**ACTIVITY**.
Go through the listing below and list every line with "strokeStyle".

= = = = =

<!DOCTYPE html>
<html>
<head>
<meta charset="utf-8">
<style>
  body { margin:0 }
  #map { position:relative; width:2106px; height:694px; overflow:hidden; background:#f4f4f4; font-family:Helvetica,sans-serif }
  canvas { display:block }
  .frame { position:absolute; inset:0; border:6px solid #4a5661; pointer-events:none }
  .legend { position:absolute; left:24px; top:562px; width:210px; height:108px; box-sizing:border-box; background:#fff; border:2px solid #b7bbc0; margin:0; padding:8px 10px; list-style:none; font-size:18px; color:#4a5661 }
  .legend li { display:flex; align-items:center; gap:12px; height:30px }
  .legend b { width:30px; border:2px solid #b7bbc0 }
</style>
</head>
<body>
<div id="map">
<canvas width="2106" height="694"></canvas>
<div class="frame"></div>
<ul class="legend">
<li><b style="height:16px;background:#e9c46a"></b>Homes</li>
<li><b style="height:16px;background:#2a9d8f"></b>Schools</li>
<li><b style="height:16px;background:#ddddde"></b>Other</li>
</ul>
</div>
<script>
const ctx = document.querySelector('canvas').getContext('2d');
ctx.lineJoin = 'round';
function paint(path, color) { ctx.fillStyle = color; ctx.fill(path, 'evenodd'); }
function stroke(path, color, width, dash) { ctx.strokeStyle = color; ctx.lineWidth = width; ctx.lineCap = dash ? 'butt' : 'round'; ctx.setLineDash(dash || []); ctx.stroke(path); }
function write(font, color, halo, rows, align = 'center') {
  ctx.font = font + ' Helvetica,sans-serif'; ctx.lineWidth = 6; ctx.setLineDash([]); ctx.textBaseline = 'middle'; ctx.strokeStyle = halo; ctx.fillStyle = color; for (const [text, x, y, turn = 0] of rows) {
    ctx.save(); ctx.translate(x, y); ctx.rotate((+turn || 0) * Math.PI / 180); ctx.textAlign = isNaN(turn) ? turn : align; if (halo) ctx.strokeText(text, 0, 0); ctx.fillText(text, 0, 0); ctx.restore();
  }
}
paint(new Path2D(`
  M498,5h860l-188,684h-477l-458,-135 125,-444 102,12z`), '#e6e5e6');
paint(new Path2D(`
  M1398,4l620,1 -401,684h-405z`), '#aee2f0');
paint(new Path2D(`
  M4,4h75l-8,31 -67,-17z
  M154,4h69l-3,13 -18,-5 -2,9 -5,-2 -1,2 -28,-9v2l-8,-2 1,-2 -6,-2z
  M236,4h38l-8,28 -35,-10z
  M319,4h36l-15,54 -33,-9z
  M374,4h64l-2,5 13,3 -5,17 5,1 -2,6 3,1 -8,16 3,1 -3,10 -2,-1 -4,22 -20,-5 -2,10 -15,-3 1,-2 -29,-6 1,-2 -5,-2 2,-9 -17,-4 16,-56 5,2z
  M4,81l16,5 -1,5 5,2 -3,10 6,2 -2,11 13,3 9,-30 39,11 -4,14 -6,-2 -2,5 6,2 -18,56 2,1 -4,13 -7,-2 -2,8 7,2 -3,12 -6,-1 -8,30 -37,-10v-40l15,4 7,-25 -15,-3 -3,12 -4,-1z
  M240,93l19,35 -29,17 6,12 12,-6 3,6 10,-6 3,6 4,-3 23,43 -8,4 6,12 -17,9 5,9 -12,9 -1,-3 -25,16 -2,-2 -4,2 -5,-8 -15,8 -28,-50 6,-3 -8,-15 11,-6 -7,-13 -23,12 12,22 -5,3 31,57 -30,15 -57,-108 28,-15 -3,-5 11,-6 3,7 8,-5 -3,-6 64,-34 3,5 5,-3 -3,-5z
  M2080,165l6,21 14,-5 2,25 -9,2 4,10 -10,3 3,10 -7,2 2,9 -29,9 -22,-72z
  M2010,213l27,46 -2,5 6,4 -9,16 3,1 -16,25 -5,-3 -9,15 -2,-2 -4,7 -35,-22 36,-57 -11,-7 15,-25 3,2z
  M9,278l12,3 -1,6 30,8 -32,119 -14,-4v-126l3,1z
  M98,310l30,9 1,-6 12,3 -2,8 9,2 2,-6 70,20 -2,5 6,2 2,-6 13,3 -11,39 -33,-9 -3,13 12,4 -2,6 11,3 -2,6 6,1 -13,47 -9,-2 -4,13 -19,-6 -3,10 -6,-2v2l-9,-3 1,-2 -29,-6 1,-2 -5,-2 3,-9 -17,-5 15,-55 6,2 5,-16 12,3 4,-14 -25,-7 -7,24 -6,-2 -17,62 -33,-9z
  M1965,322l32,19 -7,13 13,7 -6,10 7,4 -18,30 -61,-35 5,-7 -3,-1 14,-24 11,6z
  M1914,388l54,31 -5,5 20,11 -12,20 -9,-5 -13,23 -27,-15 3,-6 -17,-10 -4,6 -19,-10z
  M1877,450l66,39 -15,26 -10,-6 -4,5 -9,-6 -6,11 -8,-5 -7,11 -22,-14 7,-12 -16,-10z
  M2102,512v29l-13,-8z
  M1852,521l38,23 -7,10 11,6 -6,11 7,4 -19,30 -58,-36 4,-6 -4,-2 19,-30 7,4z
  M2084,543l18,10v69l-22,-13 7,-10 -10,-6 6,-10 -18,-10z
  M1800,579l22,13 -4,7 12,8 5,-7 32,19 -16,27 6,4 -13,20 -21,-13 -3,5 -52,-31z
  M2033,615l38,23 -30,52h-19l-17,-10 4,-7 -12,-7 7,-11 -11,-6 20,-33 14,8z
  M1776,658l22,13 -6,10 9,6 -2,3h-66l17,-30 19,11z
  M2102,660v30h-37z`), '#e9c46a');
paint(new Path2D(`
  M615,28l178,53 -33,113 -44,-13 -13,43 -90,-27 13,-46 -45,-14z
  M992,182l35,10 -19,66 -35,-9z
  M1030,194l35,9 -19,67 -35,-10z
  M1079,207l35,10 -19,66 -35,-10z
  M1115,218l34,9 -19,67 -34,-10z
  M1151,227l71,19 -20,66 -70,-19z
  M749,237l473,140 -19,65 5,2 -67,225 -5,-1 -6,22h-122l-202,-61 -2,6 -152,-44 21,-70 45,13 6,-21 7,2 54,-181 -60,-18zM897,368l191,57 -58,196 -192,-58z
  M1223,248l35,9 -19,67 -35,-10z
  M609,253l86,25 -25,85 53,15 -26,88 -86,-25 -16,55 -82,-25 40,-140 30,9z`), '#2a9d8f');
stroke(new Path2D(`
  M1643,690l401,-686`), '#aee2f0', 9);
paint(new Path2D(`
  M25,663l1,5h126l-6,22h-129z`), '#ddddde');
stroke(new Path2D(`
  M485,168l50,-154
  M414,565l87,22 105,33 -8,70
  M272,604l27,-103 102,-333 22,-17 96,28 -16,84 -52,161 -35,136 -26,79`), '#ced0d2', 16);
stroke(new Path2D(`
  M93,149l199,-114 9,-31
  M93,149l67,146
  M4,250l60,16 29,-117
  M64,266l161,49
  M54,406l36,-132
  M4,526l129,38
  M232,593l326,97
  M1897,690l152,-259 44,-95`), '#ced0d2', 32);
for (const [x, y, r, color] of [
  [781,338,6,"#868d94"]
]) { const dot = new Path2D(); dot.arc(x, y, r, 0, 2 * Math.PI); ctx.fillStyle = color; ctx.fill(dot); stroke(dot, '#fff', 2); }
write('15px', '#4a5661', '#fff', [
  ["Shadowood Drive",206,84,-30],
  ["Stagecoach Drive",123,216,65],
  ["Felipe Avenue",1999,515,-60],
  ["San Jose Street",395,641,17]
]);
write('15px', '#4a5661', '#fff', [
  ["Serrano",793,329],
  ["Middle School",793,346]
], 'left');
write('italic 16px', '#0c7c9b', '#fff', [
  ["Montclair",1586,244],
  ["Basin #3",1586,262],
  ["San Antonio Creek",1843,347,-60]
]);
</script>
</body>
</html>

= = = = =

**ANSWER BOX**.
function stroke(path, color, width, dash) { ctx.strokeStyle = color; ctx.lineWidth = width; ctx.lineCap = dash ? 'butt' : 'round'; ctx.setLineDash(dash || []); ctx.stroke(path); }
  ctx.font = font + ' Helvetica,sans-serif'; ctx.lineWidth = 6; ctx.setLineDash([]); ctx.textBaseline = 'middle'; ctx.strokeStyle = halo; ctx.fillStyle = color; for (const [text, x, y, turn = 0] of rows) {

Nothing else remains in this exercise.